▶ **What you have to do**: Only a number is wanted here: the count of lines in the data below where the string "above" occurs.

━━━ Information given ━━━

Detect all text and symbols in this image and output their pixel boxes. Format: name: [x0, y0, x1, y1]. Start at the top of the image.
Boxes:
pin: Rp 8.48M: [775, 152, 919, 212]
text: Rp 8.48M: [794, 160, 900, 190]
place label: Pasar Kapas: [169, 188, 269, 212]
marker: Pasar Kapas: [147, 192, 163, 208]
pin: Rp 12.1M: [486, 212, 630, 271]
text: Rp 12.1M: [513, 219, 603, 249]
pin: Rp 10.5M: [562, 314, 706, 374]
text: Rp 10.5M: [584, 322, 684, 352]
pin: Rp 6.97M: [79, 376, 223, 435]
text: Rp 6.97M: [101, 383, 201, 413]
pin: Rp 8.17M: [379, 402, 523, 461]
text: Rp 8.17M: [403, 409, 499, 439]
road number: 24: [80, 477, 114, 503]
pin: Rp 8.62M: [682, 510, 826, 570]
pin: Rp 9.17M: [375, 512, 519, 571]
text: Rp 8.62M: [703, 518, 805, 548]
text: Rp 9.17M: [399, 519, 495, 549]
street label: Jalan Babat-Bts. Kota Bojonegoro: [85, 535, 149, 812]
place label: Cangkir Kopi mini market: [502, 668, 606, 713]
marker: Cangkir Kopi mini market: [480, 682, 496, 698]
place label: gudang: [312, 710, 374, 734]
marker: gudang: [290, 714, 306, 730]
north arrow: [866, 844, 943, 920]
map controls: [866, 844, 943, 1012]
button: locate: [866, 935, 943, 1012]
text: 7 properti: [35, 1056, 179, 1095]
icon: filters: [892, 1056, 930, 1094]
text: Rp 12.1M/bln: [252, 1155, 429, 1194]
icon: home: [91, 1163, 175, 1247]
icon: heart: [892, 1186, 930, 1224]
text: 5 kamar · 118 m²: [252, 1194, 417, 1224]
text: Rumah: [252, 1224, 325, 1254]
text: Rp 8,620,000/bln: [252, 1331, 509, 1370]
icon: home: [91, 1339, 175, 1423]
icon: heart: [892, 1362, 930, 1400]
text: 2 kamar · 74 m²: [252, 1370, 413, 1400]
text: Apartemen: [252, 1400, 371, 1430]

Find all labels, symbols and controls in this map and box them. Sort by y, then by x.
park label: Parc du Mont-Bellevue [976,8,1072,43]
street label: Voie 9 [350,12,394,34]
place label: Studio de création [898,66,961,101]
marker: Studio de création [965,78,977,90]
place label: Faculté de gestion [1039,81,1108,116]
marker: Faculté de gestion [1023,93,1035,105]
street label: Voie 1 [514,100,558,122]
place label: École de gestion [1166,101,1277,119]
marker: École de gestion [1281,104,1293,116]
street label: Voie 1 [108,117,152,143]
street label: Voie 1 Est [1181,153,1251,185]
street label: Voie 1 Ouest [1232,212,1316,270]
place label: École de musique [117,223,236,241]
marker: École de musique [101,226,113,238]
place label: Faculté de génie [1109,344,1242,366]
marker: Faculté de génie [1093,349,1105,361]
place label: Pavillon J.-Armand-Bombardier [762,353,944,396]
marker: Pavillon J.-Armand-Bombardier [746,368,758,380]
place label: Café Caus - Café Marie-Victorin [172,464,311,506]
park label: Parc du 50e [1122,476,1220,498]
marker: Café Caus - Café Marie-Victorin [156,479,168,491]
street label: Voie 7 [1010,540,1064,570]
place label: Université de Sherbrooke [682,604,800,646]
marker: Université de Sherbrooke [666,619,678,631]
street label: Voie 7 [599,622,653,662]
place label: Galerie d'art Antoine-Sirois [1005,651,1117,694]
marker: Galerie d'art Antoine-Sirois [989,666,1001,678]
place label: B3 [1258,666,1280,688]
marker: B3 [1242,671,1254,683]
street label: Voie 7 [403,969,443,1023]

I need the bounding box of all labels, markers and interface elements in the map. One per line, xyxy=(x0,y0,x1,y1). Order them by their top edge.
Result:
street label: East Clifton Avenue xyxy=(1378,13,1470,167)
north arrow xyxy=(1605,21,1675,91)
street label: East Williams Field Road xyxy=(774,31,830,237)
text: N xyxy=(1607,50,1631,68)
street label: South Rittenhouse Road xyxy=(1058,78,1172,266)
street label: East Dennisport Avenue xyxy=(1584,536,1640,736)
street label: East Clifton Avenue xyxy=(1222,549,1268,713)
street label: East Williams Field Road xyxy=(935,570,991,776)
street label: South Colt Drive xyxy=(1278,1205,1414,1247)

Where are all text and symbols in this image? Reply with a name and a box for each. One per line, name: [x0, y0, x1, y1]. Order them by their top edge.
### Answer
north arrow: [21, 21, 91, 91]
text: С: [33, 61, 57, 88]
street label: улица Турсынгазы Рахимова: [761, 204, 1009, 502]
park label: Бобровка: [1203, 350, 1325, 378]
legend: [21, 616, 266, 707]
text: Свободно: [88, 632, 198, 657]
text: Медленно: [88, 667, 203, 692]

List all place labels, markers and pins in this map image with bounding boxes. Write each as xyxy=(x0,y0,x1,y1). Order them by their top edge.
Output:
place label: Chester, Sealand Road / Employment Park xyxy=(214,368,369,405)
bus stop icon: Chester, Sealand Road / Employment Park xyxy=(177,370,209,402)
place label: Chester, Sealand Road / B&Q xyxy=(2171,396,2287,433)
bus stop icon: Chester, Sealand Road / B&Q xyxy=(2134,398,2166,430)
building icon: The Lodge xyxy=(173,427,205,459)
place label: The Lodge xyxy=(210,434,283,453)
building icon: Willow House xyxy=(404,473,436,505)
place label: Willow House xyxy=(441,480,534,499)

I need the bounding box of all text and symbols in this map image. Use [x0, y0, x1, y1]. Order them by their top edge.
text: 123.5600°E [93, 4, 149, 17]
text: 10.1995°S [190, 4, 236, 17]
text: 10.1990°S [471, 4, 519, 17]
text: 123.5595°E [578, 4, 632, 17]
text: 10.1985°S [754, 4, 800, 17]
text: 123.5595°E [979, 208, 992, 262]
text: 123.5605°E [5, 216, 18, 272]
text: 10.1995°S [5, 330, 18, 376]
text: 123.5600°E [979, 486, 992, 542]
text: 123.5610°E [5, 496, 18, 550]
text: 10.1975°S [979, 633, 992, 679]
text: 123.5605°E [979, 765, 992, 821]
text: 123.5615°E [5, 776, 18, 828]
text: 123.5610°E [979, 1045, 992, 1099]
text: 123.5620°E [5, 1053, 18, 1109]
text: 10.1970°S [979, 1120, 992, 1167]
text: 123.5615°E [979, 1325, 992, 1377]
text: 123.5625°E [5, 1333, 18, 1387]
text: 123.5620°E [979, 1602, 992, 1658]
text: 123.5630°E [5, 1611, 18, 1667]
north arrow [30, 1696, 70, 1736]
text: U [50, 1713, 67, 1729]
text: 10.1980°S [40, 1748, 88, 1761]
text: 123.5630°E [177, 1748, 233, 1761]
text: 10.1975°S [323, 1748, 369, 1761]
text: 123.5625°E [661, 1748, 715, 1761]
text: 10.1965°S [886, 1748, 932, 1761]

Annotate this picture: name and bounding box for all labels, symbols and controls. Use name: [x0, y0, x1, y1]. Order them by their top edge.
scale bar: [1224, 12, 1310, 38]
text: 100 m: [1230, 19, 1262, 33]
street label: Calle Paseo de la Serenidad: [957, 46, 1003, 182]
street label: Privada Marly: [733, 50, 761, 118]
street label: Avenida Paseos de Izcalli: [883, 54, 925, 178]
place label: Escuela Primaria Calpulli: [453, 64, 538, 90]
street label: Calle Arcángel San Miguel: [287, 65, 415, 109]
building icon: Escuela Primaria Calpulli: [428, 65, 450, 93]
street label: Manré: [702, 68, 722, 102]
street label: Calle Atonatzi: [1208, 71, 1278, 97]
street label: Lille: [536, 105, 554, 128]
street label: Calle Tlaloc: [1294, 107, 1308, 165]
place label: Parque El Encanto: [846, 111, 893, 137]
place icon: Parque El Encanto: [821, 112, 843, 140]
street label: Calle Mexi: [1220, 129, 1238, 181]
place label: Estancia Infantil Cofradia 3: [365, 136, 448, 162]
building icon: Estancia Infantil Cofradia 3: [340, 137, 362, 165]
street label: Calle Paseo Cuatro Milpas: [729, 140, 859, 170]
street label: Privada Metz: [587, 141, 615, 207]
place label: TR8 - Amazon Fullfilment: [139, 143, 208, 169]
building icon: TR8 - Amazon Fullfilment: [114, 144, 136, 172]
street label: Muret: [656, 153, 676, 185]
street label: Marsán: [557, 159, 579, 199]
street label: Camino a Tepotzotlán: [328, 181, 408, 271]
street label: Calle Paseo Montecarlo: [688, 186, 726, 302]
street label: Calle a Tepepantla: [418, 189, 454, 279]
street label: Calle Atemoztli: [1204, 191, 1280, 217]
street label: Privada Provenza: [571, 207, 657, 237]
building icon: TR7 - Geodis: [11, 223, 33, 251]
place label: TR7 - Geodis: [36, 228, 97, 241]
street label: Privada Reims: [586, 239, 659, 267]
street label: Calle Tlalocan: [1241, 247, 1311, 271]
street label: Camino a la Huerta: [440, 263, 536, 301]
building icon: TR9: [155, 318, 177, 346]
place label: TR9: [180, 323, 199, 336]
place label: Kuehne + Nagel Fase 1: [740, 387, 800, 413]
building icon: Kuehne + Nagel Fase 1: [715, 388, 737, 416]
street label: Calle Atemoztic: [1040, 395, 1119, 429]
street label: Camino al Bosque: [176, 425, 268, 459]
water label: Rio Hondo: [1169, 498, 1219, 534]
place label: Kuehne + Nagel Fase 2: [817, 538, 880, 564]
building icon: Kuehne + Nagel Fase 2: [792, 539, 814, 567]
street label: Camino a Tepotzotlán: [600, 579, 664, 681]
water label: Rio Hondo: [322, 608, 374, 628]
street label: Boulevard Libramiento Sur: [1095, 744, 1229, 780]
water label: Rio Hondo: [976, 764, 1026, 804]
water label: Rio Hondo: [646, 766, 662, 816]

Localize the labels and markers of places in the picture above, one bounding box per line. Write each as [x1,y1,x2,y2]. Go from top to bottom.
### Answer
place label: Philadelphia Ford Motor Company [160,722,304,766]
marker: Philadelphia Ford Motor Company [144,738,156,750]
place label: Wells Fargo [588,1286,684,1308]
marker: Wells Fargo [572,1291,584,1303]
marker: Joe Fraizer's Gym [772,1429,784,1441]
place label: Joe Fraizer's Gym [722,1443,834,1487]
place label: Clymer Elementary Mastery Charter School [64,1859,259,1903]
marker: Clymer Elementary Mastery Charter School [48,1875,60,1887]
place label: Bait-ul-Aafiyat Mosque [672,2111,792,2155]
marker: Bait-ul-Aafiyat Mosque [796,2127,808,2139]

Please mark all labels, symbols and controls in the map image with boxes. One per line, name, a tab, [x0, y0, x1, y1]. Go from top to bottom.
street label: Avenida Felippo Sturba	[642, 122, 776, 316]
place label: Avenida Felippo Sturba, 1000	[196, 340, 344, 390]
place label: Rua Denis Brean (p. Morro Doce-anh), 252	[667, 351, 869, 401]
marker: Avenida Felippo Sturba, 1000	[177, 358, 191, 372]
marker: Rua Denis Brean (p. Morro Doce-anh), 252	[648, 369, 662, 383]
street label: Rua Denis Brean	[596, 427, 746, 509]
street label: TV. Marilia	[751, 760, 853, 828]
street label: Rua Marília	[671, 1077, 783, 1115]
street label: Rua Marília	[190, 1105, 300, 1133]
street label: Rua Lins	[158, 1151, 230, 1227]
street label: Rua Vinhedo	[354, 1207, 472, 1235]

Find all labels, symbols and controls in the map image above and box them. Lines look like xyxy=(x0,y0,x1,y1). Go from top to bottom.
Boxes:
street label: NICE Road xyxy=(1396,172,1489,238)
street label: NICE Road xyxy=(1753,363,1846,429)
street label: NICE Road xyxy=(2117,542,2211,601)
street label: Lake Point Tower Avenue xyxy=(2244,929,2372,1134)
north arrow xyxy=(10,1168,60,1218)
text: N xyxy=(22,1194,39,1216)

━━━

▶ **Output below**: 2